* _EXERCISE DETAILS_:
Among the entries below, how many lines contain "rows"? Answer with the number only.
==============================
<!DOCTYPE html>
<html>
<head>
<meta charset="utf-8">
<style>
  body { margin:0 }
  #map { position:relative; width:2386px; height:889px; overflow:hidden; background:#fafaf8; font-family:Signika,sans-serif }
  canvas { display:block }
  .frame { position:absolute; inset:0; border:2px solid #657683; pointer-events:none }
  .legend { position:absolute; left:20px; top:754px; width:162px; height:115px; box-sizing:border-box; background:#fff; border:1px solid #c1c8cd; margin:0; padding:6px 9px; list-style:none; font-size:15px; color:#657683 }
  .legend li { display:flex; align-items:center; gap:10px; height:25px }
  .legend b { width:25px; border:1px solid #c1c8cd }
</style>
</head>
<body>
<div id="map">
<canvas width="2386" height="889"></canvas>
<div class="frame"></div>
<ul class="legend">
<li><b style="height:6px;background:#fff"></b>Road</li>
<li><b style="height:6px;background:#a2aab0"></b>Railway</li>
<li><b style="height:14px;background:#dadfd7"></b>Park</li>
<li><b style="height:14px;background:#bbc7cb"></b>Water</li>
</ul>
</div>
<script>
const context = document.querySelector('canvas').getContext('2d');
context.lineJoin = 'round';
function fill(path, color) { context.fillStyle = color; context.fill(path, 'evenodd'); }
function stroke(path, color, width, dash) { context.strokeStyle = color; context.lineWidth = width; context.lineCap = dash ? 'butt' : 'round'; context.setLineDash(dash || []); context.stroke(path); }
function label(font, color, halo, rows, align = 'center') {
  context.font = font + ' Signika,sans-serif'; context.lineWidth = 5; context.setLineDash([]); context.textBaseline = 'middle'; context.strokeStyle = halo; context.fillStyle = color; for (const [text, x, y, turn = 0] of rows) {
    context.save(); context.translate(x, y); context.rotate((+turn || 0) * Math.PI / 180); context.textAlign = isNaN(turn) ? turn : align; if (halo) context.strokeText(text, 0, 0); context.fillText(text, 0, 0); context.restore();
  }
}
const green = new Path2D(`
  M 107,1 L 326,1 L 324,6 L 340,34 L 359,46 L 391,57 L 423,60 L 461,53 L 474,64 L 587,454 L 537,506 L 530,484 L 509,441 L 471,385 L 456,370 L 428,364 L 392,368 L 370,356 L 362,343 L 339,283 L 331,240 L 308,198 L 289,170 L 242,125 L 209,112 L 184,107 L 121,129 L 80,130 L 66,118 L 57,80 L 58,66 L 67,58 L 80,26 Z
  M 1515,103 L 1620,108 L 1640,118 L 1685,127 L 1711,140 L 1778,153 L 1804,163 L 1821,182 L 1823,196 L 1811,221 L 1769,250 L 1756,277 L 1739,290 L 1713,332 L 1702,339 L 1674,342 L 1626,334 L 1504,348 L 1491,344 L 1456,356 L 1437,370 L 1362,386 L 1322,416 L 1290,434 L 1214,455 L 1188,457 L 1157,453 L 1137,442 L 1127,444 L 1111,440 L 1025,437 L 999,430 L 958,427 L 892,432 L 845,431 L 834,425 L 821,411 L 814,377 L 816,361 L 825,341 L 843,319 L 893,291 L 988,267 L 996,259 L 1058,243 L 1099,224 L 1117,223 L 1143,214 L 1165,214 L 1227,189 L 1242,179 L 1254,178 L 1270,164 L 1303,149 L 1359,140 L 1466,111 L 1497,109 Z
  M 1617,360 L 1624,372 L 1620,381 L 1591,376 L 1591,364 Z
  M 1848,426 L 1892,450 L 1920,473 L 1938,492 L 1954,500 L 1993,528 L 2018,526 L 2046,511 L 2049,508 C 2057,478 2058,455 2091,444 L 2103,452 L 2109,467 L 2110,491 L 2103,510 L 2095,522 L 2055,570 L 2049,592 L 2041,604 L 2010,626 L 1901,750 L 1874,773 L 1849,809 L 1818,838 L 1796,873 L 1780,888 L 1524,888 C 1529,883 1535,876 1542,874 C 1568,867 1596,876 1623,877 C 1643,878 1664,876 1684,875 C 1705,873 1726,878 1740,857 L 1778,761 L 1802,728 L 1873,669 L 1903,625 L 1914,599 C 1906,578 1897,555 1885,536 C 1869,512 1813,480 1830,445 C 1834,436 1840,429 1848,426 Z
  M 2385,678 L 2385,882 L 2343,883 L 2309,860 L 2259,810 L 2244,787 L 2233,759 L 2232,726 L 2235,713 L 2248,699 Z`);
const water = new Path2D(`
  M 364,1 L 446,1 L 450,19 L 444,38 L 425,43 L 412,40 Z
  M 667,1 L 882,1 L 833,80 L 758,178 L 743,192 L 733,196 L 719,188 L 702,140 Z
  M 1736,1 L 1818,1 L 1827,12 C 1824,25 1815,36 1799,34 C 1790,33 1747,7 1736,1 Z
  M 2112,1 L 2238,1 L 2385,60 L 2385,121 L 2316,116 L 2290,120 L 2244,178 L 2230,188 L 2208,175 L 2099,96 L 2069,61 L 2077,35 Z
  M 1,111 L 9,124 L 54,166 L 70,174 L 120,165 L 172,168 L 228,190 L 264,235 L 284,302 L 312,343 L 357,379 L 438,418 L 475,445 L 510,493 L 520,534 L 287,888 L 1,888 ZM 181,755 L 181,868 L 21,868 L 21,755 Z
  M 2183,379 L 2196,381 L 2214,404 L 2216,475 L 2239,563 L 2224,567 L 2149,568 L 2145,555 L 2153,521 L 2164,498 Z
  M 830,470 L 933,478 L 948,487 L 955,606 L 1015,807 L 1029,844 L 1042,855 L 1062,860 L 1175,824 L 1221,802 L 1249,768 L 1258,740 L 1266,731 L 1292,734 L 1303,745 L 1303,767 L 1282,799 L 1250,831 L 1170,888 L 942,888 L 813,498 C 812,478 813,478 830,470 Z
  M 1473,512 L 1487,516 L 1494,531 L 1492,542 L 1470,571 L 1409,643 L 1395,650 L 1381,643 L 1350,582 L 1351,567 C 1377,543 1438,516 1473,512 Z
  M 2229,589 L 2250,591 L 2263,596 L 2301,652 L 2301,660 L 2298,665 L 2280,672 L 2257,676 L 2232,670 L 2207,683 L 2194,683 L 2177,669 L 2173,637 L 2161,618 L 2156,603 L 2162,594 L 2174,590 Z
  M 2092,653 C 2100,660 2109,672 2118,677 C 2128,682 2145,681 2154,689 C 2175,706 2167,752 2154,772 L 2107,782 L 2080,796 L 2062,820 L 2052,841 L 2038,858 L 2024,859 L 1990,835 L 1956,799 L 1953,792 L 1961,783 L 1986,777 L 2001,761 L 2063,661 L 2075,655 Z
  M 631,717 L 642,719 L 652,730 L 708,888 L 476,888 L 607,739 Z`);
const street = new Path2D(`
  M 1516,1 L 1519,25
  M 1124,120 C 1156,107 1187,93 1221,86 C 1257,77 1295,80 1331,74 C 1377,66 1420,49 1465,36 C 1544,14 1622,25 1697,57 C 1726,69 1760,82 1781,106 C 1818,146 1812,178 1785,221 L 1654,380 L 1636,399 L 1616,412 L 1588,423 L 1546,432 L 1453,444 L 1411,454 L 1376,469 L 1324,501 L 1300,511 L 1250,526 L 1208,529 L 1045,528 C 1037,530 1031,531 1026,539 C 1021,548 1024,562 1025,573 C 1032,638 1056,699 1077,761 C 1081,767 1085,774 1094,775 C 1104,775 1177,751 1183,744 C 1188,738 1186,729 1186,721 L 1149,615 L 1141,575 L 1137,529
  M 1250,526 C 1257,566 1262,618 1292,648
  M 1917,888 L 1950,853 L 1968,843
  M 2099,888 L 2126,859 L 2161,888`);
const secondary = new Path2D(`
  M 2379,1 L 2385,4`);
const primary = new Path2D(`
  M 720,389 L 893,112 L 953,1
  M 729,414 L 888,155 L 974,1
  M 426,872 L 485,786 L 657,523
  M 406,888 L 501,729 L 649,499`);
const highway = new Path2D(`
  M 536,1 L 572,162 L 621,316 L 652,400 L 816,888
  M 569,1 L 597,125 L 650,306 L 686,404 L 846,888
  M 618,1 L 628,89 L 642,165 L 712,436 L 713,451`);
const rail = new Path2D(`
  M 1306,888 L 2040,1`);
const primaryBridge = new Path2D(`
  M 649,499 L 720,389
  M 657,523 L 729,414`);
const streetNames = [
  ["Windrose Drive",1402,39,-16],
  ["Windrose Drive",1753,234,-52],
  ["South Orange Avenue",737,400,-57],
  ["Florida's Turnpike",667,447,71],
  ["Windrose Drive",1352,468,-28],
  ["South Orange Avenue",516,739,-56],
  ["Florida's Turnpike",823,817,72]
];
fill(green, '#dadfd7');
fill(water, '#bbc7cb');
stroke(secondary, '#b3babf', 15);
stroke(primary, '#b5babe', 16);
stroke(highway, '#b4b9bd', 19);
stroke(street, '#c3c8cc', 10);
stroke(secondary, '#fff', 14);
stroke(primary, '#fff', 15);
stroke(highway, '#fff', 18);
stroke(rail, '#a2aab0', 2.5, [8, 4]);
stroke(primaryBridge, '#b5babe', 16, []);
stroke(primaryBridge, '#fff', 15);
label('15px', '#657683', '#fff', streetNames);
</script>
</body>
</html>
==============================
* _RESULT OF THIS TASK_:
2